Unilever Earnings: Volumes Ahead Despite Solid Pricing, but Market Share Lags
Unilever ULVR reported solid sales growth in the first half at 9.1%, ahead of company-compiled consensus of 8.3%, with volumes and pricing driving the beat (volumes down 0.2% versus down 0.7% for consensus, pricing up 9.4% versus up 9% for consensus). Management upgraded fiscal 2023 organic growth guidance to higher than 5% versus the upper end of its 3%-5% medium-term range previously, 6.1% for consensus (prerelease), and 6.7% in our updated model. The underlying operating margin was higher at 17.1% versus consensus’ 16.2%, with Unilever continuing to expect a modest improvement for the full year (up 37 basis points in our model). Net material inflation for 2023 is about EUR 2 billion, of which EUR 0.4 billion is expected in the second half, implying a significantly lower need for price rises in the second half (up about 3.5% in our model).

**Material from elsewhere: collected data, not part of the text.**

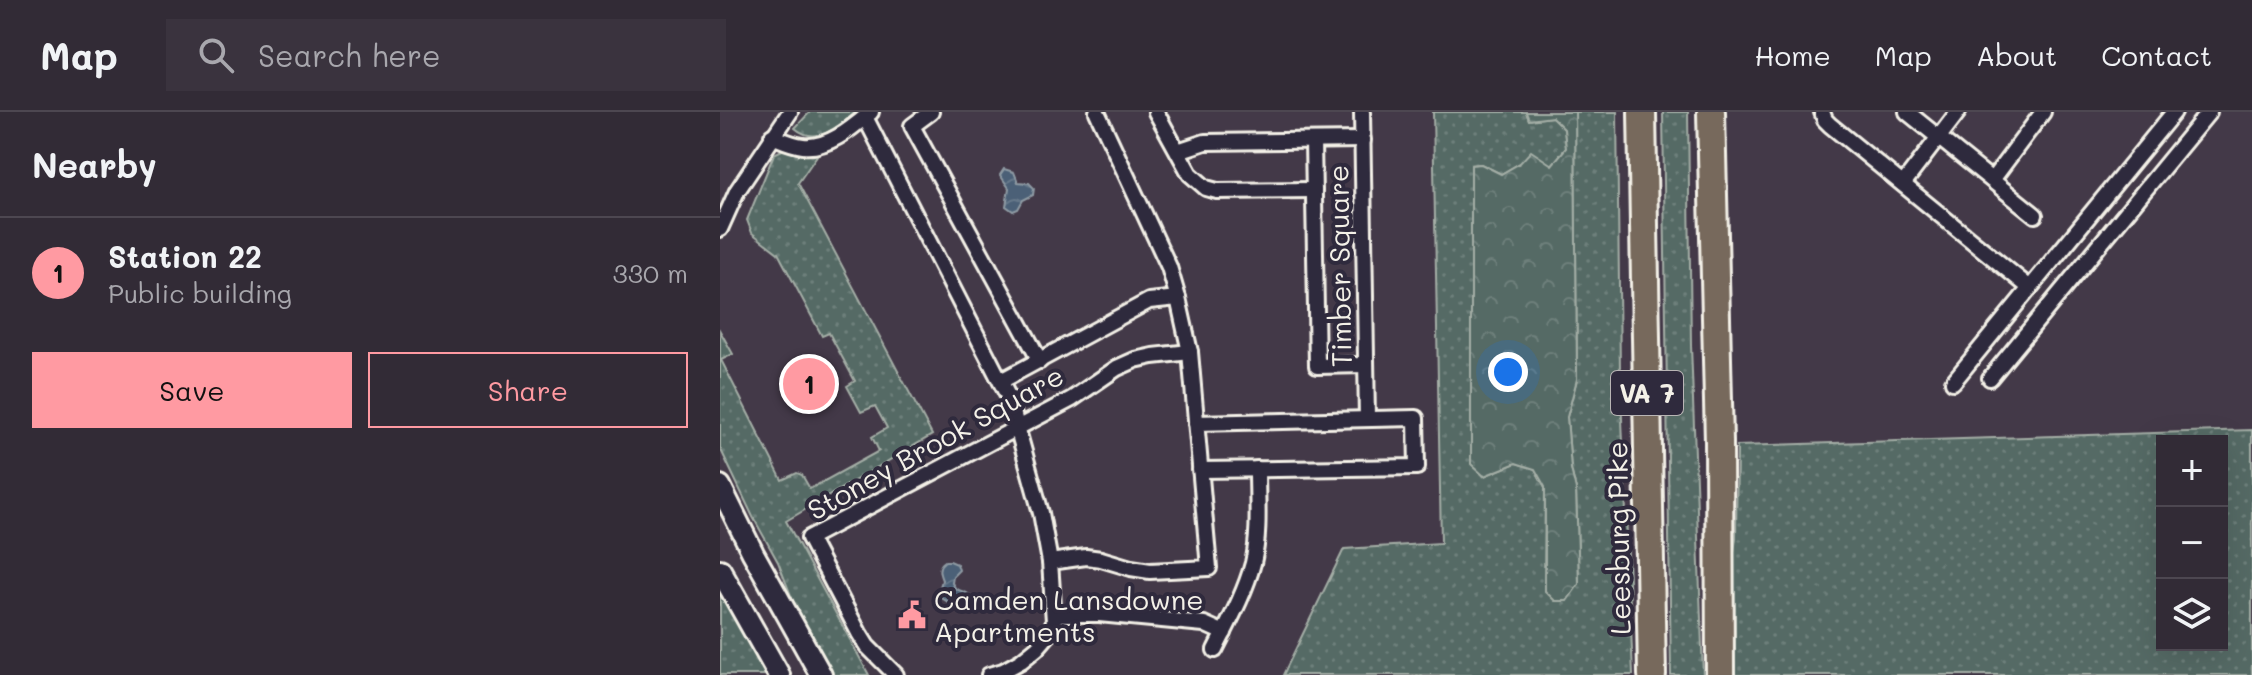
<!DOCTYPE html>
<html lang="en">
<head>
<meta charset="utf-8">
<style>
	:root { --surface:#322b36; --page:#3a333e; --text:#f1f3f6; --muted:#a8a7ad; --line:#4d4751; --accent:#ff9aa2 }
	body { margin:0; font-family:Mali,sans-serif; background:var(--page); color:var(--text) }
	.controls { position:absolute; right:24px; bottom:24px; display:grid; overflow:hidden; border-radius:0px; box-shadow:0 8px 32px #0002 }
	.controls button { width:72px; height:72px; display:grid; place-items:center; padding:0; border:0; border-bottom:2px solid var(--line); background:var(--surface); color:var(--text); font:40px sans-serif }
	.you { position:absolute; left:788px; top:260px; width:28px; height:28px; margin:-20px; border:6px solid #fff; border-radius:50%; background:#1a73e8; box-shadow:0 0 0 12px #1a73e833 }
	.badge { display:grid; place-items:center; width:52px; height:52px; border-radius:50%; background:var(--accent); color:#111; font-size:26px; font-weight:700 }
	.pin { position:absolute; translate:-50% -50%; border:4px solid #fff; box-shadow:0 2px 8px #0006 }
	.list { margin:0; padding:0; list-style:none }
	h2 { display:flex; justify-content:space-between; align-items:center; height:104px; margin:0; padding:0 32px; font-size:34px }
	h2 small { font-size:26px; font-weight:400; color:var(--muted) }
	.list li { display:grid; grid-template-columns:52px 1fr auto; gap:24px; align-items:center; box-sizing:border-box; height:112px; padding:0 32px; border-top:2px solid var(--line) }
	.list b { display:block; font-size:30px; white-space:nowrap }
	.list p { margin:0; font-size:26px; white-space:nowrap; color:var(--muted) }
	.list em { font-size:26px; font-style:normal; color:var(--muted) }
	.actions { display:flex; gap:16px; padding:24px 32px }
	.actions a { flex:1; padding:18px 0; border:2px solid var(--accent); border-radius:0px; text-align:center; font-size:28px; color:var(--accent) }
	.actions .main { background:var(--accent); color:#111 }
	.icon { flex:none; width:44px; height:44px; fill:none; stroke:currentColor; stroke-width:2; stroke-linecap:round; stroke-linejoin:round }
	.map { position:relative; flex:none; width:1532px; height:563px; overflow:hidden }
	header { display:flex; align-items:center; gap:48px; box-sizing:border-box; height:112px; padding:0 40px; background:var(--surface); border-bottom:2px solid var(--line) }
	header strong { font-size:38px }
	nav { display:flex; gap:44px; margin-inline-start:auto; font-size:28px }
	.search { width:560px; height:72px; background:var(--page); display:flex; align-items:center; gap:20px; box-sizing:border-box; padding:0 28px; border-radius:0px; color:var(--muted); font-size:30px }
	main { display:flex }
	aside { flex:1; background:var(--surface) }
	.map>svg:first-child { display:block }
</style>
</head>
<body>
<header>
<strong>Map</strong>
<div class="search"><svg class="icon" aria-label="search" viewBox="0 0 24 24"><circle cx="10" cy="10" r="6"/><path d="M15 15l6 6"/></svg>Search here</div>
<nav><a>Home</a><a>Map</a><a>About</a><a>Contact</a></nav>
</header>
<main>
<aside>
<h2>Nearby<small></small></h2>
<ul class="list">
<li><span class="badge">1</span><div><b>Station 22</b><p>Public building</p></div><em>330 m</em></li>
</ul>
<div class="actions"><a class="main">Save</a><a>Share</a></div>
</aside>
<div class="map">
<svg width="1532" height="563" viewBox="0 0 1532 563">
	<defs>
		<pattern id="grass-dots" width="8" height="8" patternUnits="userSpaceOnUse" patternTransform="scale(2)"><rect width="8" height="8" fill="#556a65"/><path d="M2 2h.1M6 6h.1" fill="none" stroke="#6e807b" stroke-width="1.8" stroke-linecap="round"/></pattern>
		<pattern id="forest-crowns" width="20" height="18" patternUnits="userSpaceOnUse" patternTransform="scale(2)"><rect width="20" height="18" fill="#556a65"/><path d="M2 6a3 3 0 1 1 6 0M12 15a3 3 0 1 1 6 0" fill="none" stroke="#6e807b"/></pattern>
		<pattern id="water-waves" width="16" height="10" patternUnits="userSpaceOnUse" patternTransform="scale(2)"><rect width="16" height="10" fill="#4c6177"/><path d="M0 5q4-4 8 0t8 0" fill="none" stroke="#66788a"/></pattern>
	</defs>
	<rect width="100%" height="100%" fill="#433948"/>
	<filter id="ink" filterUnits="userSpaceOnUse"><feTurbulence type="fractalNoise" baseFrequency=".0125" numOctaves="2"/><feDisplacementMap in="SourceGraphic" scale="16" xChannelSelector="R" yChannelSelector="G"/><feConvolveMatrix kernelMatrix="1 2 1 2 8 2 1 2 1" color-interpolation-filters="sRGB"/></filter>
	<g filter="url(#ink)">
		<g fill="url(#grass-dots)" stroke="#a4aea6" stroke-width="2" fill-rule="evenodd">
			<path d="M90 0H136C118 14 97 35 75 16Z"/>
			<path d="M713 0H806L809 8 832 5 844 17 846 36 832 53 800 51 781 62 761 52 751 53V351L764 364 796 351 815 357 825 375 824 470 859 472 856 378 851 357 847 305 857 267 855 0H897L900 261 913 563H563L624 437 721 431Z"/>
			<path d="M943 0H968L971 233 983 563H951Z"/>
			<path d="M70 34 100 39 78 71 212 323 66 409 149 563H112L75 494 58 450 33 405 0 336V219L13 242 1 248 62 368 77 361 82 363 90 377 159 339 152 325 167 316 155 294 141 300 127 274 135 269 109 221 102 224 58 141 32 121 27 108 54 42Z"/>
			<path d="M1532 318V563H1013L1012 454 1016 426 1017 334ZM1442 329H1502V533H1442Z"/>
			<path d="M0 474 50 563H0Z"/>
		</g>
		<path fill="url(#forest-crowns)" stroke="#a4aea6" stroke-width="2" d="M806 0H855L857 267 847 305 851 357 856 378 859 472 847 489H835L825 479V375L815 357 796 351 764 364 751 352V53L761 52 781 62 800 51 811 39 832 53 846 36 844 17 832 5 809 8Z"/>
		<g fill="url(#water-waves)" stroke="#8f9ba4" stroke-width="2">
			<path d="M284 57 294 60 298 70 309 71 314 76 313 83 303 88 298 97 293 99 286 94 289 76 280 63Z"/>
			<path d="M225 449H230L237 452 239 458 233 464 232 471 236 477C245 481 250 479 252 490L248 497H240C227 486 214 491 222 468 219 461 217 454 225 449Z"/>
		</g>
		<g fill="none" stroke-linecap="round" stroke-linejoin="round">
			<defs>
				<g id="minor">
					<path d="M211 0 192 14 320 249"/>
					<path d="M436 0 470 62 486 76 497 79 594 78"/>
					<path d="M642 0 647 307"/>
					<path d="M1102 0 1105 8 1110 13 1310 176"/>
					<path d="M1187 0 1315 103"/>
					<path d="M145 5 289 286 321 401 330 450 334 509 330 521 317 536 301 549 283 559 269 563"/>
					<path d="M52 24C62 28 73 33 83 34 108 37 133 15 151 0"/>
					<path d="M593 29 597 254 646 253"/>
					<path d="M458 39 485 30 643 28"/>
					<path d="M1272 68 1323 0"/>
					<path d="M1183 72 1238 0"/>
					<path d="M0 117 17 79 70 0"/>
					<path d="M1270 266 1489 0"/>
					<path d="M281 269 429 189 458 186"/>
					<path d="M1233 270 1454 0"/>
					<path d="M476 311 696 306 697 355 480 358"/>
					<path d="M330 450 366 445 381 447 411 456 430 459 489 456 470 240 458 186 449 155 377 0"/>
					<path d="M335 502H379L484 512 504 521"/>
					<path d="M495 538C509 510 525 481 533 451 540 421 537 388 537 357"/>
					<path d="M176 563 147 534 139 521 89 426 352 287 397 256 415 248 433 244 470 240"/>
				</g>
				<g id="secondary">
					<path d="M0 374 33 441 101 563"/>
					<path d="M0 458 59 563"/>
				</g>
				<g id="motorway">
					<path d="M922 0 932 563"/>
					<path d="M991 0 999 330 1000 563"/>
				</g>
			</defs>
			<use href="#minor" stroke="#f4f1e8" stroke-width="20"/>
			<use href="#secondary" stroke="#f4f1e8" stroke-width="26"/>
			<use href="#motorway" stroke="#f4f1e8" stroke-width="32"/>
			<use href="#minor" stroke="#2f2a3d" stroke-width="14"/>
			<use href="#secondary" stroke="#2f2a3d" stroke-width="20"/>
			<use href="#motorway" stroke="#77695c" stroke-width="26"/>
		</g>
	</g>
	<defs>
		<symbol id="civic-bare" viewBox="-9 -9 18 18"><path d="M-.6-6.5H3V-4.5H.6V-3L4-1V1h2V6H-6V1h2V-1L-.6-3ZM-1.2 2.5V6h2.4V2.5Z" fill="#ff9aa2" stroke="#2f2a3d" stroke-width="2.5" paint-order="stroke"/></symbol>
	</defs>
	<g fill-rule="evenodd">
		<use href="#civic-bare" x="172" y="483" width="40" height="40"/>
	</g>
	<g text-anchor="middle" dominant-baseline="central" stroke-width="8" stroke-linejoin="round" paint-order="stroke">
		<rect fill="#2f2a3d" stroke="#b9b5b5" stroke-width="2" x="891" y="259" width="72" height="44" rx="6"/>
		<g font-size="26" font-weight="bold" fill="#f4f1e8">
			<text x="927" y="281">VA 7</text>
		</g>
		<g font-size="28" fill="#f4f1e8" stroke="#2f2a3d">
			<text transform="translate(619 154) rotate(-91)">Timber Square</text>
			<text transform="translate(215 330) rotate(-29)">Stoney Brook Square</text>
			<text transform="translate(898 426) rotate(-91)">Leesburg Pike</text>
		</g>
		<g font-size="28" fill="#f4f1e8" stroke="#2f2a3d" text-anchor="start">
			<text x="214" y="487">Camden Lansdowne<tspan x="214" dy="32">Apartments</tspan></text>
		</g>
	</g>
</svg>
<div class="controls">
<button>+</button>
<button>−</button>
<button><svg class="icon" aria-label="layers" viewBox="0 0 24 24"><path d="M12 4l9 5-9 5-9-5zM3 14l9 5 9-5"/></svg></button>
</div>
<div class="you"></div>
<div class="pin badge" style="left:89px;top:272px">1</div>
</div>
</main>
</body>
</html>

All in all, another strong half-year and second-quarter print, with volumes stabilizing sequentially despite solid pricing. However, in line with our commentary in the first quarter, we’re cautious about some of Unilever’s categories that are experiencing elevated competition from private-label and down-trading activities. In fact, the percentage of the group winning market share over the last 12 months decreased to 41% (versus a target of more than 50%), which according to the firm is the result of a 17% stock-keeping unit reduction, pricing dynamics, and consumer shifts in certain markets. Although this disappointing figure is partially self-inflicted (through a vast SKU reduction), there are elements of higher competitive intensity from lower-priced brands and private-label products, especially in categories that are less brand-driven and more discretionary in nature. Given the better-than-expected top-line performance and guidance, we’ve increased our 2023 organic growth estimates, which in turn have resulted in a small increase in our fair value estimate for Unilever to EUR 52/$57/GBX 4,450. Shares are slightly undervalued.